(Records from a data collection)
>>>
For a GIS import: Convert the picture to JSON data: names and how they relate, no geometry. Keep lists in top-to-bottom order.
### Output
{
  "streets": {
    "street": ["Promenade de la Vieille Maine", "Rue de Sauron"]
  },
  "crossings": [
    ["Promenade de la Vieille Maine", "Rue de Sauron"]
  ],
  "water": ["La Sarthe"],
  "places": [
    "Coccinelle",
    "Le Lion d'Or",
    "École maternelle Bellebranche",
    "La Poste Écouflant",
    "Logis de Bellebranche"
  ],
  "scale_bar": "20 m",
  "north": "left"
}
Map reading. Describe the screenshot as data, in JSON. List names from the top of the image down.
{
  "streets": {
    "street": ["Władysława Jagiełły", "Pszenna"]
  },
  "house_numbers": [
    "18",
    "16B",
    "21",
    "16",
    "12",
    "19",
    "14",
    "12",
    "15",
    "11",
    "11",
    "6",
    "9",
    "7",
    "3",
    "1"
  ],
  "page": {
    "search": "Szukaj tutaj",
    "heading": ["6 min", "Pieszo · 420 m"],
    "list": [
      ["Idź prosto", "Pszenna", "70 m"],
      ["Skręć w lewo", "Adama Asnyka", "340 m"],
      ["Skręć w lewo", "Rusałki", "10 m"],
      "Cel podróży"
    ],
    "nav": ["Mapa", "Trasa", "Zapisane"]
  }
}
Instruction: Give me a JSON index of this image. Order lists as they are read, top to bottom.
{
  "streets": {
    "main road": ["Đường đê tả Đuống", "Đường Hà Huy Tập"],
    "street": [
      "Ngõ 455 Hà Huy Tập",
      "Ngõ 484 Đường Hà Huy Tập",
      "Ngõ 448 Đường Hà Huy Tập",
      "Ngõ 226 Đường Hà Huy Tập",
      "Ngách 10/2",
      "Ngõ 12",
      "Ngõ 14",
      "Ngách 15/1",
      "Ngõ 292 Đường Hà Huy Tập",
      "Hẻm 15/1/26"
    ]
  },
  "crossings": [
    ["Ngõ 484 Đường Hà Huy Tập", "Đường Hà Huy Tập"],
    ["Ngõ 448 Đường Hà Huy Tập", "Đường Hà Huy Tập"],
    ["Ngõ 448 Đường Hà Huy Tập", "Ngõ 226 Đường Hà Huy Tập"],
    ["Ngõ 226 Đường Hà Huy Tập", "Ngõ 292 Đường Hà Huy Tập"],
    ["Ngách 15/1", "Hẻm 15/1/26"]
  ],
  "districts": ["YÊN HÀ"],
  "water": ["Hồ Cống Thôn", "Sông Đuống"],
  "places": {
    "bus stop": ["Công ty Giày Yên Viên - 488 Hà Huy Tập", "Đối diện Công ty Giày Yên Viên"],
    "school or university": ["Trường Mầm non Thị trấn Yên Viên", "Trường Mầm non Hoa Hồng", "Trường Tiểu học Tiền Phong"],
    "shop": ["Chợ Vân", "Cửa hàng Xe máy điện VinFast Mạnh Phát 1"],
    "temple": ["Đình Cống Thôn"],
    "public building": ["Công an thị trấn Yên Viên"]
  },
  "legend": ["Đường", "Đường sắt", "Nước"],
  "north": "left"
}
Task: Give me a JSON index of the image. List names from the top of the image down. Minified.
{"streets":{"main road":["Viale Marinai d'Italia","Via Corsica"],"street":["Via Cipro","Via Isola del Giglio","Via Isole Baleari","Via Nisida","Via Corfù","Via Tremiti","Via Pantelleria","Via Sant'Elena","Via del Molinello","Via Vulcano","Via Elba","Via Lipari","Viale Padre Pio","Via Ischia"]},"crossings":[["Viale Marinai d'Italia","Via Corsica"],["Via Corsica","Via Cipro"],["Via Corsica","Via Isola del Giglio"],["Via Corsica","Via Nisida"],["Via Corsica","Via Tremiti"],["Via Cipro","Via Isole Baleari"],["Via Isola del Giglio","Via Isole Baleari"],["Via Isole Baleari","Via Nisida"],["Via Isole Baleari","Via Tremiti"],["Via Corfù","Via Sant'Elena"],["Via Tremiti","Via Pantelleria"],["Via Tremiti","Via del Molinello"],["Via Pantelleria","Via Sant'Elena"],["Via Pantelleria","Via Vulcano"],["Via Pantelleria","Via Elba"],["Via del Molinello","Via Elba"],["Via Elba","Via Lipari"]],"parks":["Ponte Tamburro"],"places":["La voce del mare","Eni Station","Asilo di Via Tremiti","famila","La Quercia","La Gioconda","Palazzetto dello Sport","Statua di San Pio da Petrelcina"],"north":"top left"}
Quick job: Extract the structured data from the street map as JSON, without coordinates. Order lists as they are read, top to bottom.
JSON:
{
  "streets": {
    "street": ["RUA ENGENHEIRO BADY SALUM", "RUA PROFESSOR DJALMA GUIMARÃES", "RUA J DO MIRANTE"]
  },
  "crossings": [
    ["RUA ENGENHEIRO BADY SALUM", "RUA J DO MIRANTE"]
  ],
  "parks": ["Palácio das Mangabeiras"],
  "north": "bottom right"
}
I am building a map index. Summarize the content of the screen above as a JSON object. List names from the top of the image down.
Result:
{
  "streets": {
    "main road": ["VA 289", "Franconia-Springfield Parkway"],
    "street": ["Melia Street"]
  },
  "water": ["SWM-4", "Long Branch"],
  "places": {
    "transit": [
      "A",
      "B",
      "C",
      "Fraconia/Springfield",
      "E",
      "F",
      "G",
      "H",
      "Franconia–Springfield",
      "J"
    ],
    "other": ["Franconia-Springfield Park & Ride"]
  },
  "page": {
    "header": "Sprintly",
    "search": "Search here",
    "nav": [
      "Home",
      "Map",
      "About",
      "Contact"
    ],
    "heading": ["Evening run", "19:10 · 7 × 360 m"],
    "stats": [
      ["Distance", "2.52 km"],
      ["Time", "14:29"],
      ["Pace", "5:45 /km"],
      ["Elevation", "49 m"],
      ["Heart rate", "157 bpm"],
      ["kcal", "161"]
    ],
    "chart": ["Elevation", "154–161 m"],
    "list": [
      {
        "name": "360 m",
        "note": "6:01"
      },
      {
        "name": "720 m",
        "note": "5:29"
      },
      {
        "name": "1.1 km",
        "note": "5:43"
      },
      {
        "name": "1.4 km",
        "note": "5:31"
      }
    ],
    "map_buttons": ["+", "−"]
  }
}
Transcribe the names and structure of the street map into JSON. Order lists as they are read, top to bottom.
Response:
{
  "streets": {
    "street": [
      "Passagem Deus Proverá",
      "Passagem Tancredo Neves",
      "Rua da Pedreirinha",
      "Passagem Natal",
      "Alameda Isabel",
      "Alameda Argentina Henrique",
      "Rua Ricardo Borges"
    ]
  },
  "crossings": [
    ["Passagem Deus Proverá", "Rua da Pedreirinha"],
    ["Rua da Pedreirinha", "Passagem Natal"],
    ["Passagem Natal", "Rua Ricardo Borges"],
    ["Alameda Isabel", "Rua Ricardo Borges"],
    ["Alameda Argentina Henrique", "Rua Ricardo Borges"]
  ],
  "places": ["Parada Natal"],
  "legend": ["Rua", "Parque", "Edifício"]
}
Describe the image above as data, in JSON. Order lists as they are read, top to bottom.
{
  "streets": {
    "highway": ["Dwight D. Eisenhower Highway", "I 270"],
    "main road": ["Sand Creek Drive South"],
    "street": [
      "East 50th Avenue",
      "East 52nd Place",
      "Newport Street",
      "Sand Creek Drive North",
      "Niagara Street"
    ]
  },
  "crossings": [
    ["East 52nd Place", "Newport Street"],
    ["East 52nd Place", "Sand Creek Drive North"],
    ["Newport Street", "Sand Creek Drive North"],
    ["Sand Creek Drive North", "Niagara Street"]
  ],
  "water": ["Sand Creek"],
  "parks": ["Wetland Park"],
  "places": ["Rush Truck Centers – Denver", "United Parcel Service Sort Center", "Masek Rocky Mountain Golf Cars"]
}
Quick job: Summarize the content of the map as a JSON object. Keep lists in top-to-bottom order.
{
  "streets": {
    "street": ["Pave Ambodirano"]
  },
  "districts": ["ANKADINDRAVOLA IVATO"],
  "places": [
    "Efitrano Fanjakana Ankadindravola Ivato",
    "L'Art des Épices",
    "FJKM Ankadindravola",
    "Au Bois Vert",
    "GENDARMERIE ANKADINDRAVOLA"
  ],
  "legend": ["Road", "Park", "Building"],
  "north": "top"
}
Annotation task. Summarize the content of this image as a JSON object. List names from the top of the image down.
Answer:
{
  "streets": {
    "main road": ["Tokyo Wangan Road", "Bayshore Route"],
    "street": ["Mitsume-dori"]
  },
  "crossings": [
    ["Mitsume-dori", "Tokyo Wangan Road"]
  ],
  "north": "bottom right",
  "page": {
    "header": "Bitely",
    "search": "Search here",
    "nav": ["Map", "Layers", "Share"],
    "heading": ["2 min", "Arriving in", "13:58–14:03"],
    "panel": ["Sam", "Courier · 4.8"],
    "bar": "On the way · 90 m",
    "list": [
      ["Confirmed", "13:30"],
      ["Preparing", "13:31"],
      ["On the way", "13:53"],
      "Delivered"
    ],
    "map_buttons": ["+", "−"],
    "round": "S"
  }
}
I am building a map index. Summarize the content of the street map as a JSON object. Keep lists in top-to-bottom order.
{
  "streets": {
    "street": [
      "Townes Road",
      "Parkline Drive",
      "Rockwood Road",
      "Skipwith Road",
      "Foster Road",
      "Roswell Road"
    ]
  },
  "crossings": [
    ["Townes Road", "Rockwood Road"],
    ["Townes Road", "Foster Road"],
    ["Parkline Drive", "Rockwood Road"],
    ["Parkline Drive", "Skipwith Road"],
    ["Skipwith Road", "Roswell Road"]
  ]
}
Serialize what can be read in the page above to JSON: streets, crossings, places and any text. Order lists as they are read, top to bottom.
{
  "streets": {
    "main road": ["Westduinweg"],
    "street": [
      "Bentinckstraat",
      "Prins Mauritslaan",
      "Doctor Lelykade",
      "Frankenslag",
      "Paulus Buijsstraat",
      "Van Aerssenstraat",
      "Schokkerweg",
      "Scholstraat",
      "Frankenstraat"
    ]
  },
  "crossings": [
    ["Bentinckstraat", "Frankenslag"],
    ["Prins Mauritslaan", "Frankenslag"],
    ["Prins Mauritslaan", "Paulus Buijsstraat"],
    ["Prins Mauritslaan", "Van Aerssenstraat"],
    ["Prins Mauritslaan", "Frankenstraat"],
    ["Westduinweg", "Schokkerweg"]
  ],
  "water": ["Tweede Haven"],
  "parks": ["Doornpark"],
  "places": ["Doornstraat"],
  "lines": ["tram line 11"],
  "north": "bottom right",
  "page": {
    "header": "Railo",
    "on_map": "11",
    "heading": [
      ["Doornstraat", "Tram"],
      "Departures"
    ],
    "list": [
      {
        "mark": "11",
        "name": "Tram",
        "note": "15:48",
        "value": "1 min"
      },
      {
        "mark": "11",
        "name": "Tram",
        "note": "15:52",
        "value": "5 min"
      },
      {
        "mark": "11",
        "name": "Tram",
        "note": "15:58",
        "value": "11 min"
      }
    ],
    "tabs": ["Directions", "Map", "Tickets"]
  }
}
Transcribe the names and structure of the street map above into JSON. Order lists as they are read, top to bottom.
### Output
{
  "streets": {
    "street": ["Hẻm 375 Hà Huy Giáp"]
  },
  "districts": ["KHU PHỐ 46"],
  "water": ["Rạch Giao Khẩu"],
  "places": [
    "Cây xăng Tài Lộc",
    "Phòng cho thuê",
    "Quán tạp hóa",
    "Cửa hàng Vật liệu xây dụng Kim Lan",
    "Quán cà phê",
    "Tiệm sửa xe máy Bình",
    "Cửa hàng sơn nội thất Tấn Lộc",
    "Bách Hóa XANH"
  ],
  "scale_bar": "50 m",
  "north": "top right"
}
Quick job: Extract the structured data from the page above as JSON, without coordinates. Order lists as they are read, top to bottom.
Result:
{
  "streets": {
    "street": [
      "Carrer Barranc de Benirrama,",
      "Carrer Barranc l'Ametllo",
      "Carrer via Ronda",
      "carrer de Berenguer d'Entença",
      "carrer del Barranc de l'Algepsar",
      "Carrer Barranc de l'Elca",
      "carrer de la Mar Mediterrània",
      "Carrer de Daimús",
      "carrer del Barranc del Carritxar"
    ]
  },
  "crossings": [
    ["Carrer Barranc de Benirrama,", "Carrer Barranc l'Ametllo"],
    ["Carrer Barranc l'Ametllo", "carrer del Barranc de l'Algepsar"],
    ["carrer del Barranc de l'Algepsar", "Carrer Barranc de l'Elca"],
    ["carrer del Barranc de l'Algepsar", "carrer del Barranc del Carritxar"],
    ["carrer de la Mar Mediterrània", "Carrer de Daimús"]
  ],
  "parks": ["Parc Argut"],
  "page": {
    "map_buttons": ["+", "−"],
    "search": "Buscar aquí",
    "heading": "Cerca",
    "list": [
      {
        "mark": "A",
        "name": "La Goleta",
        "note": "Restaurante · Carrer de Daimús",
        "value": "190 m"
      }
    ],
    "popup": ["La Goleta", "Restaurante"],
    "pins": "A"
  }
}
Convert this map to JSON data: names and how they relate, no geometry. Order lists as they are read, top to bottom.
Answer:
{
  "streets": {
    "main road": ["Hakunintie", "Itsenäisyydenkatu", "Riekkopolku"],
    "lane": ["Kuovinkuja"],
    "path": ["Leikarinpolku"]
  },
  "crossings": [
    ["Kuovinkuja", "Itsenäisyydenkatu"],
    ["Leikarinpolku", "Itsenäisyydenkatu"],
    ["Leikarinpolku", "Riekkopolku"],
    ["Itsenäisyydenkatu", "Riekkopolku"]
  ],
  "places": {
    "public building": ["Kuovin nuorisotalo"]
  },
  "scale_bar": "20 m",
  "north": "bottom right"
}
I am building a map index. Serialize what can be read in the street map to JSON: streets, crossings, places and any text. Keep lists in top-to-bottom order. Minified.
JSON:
<<<
## [Assignment]
Reproduce each line from the records that contains the word "structured".

## [Response]
Quick job: Extract the structured data from the street map as JSON, without coordinates. Order lists as they are read, top to bottom.
Quick job: Extract the structured data from the page above as JSON, without coordinates. Order lists as they are read, top to bottom.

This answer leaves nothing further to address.